Responsable : Frédéric Ogée

Afin de reconstituer un séminaire de recherche interdisciplinaire sur le XVIIIe siècle britannique tel qu'André Parreaux l'avait créé à l'Institut Charles V à la fin des années 1970 avec son Centre d'étude de la Grande-Bretagne à l'époque pré-industrielle, ce nouveau Centre se donne pour but de réunir plusieurs fois par an tous ceux (universitaires, doctorants, etc.) qu'un travail de recherche approfondi sur un thème suivi intéresse.

Le thème choisi pour 1997-1998 (et sans doute au-delà) est :

Échanges.

Un texte de présentation accompagne la présente circulaire (voir ci-dessous).

Après avoir, lors d'une première séance, défini les grandes lignes du sujet et établi un programme de travail, le groupe se réunira environ une fois par mois, périodicité exigeante mais qui devrait permettre un véritable approfondissement. Au cours de chaque séance, selon le thème du jour, plusieurs formes de travail seront possibles :

À l'occasion, et autant que les modestes ressources du Centre le permettront, un intervenant extérieur (chercheur étranger et/ou d'une autre discipline, etc.) pourra être invité afin d'apporter un éclairage complémentaire sur une question.

Un «Bulletin» pourra être rédigé à l'issue de chaque séance, qui servirait à la fois de compte rendu et de bloc-notes d'information, et assurerait un lien avec ceux qui ne pourront assister à toutes les séances. L'équipement informatique de l'Institut Charles V nous permettra d'annexer régulièrement ces informations au site Internet de l'UFR d'études anglophones de Paris 7 ce qui facilitera aussi les contacts avec les universités étrangères.

Selon la nature et la progression de notre travail au fil des mois, nous pourrons envisager une publication (plusieurs possibilités) et l'organisation d'un colloque (dans le cadre du plan quadriennal signé par Paris 7 avec le ministère, un colloque de notre Centre a été programmé pour l'année 2000).

Sauf modification, les réunions auront lieu le lundi de 17h30 à 19h30, en salle C40 à l'Institut Charles V.

La première réunion est fixée au :

lundi 27 octobre 1997.

Les réunions suivantes auront lieu (à confirmer) les 17 novembre, 15 décembre, 12 janvier, 9 février, 9 mars, 6 avril et 4 mai.

Pour faciliter l'organisation de ces rencontres, et notamment préparer la première d'entre elles, merci de me faire part de vos réactions et de vos propositions de participation aux activités du Centre.

Frédéric Ogée
Tél. (Charles V) : 01 44 78 34 04 ou 34 13
Téléc. : 01 42 78 12 47
Internet : ogee@paris7.jussieu.fr


Centre de recherche sur les représentations artistiques et littéraires
en Grande-Bretagne au XVIIIe siècle (1688-1815)

Échanges

Dans l'Angleterre du XVIIIe siècle, l'échange est à la fois une pratique consciente et une structure profonde, ce que Umberto Eco appellerait une «métaphore épistémologique». Recherché et présenté comme indice de modernité dans les comportements sociaux, les démarches scientifiques, les théories et les réalisations artistiques, c'est aussi une «forme» d'esprit induite par la prédominance croissante d'une économie de marché et la diffusion des idées empiristes.

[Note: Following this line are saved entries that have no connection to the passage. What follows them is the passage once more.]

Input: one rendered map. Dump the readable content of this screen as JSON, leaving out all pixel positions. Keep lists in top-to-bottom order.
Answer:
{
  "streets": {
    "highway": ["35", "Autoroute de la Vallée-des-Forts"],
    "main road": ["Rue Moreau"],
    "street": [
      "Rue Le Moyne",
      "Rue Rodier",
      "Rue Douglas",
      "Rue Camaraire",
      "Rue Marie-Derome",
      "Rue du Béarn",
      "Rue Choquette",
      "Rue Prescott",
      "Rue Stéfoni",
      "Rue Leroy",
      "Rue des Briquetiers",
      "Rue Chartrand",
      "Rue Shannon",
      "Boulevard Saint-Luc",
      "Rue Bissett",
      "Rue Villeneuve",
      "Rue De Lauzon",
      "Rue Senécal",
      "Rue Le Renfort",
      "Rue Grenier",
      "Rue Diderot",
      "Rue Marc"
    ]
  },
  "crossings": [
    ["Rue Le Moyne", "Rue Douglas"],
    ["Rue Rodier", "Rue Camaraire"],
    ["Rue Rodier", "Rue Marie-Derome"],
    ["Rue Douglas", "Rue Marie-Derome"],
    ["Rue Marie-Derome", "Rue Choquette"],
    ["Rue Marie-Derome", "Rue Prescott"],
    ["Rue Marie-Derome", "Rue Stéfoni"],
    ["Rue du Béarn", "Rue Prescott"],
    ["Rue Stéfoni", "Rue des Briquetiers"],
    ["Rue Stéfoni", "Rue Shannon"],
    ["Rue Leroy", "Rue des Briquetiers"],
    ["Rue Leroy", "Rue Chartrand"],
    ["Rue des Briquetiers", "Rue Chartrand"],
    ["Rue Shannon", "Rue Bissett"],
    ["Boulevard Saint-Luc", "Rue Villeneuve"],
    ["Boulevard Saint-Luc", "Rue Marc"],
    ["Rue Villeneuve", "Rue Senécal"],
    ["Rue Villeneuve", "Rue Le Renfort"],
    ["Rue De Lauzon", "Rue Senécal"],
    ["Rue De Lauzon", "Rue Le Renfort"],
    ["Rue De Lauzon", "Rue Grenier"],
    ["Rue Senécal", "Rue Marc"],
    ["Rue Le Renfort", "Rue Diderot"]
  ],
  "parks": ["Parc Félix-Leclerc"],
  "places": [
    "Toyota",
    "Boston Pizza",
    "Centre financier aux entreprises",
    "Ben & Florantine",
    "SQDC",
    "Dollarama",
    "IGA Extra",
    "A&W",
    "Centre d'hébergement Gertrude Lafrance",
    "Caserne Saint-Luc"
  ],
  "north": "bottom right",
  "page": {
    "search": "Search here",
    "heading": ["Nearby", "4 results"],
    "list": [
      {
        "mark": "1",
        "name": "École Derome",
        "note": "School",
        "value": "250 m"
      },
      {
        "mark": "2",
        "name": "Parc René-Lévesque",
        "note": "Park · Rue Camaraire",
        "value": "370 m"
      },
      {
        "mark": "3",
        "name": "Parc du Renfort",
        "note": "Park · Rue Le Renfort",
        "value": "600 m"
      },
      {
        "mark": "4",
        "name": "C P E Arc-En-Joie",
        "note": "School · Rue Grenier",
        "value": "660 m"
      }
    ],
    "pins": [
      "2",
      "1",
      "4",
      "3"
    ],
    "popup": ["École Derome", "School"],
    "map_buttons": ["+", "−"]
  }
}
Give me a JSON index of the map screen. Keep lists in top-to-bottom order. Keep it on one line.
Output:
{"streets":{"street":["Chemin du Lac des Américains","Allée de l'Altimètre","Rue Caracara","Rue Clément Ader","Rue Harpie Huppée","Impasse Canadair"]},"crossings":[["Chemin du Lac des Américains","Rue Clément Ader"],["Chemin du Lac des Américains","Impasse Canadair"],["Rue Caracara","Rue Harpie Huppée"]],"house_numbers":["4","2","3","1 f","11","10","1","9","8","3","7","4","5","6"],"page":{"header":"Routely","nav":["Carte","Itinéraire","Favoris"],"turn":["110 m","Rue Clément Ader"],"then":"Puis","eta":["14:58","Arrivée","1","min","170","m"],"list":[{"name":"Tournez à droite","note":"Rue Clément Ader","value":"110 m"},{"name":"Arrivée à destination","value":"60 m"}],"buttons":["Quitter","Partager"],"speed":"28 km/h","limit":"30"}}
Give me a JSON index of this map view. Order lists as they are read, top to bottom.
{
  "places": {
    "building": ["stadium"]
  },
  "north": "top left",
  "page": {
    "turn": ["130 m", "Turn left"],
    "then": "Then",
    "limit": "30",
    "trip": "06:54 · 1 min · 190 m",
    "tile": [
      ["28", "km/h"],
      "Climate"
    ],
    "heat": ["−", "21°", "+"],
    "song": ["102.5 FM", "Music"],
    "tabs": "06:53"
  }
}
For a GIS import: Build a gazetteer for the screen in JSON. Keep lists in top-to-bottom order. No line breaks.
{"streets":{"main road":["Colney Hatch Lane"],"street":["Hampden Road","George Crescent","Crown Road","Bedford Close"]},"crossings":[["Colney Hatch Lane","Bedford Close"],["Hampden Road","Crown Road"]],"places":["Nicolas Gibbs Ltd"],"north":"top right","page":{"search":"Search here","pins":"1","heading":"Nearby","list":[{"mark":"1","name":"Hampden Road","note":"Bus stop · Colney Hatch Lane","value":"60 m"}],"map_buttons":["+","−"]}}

L'échange a de tous temps été au coeur de la vie sociale et de ses représentations ou métaphorisations. Ce qui, dans le XVIIIe siècle anglais, donne à cette pratique (à l'idée que l'on s'en fait comme à l'image que l'on s'en donne) un relief et une modernité remarquables, c'est précisément qu'après les turbulences du XVIIe siècle et avec l'avènement d'une période de stabilité et de prospérité sans précédent, les formes de comportement social, les «échanges» de l'individu avec les différents cercles de son entourage (conjoint, enfants, voisins, collègues, représentants civils ou religieux, Dieu) connaissent de profonds bouleversements et sont en complète re-définition et ré-évaluation. Trois grandes mutations accompagnent et encouragent ce phénomène : la mise en oeuvre progressive du «contrat» politique entre le peuple et ses gouvernants (éveil d'une conscience politique, émergence de la notion d'alternance, effacement du monarque); la pratique de plus en plus étendue, à tous les échelons de l'économie, du crédit et de la dette et, de Mandeville à Adam Smith, le développement d'une réflexion philosophico-économique sur la nature et la «valeur» des échanges entre intérêt particulier et bien collectif; enfin, la conviction grandissante, sous l'influence des philosophes et des moralistes empiristes autant que des scientifiques de la Royal Society, que la connaissance (des sciences, de soi, des autres) n'est pas une donnée absolue, un a priori abstrait, mais la résultante toujours instable d'un constant échange entre le «spectateur» attentif et la Nature («Consciousness is always consciousness of something», écrit Hume ).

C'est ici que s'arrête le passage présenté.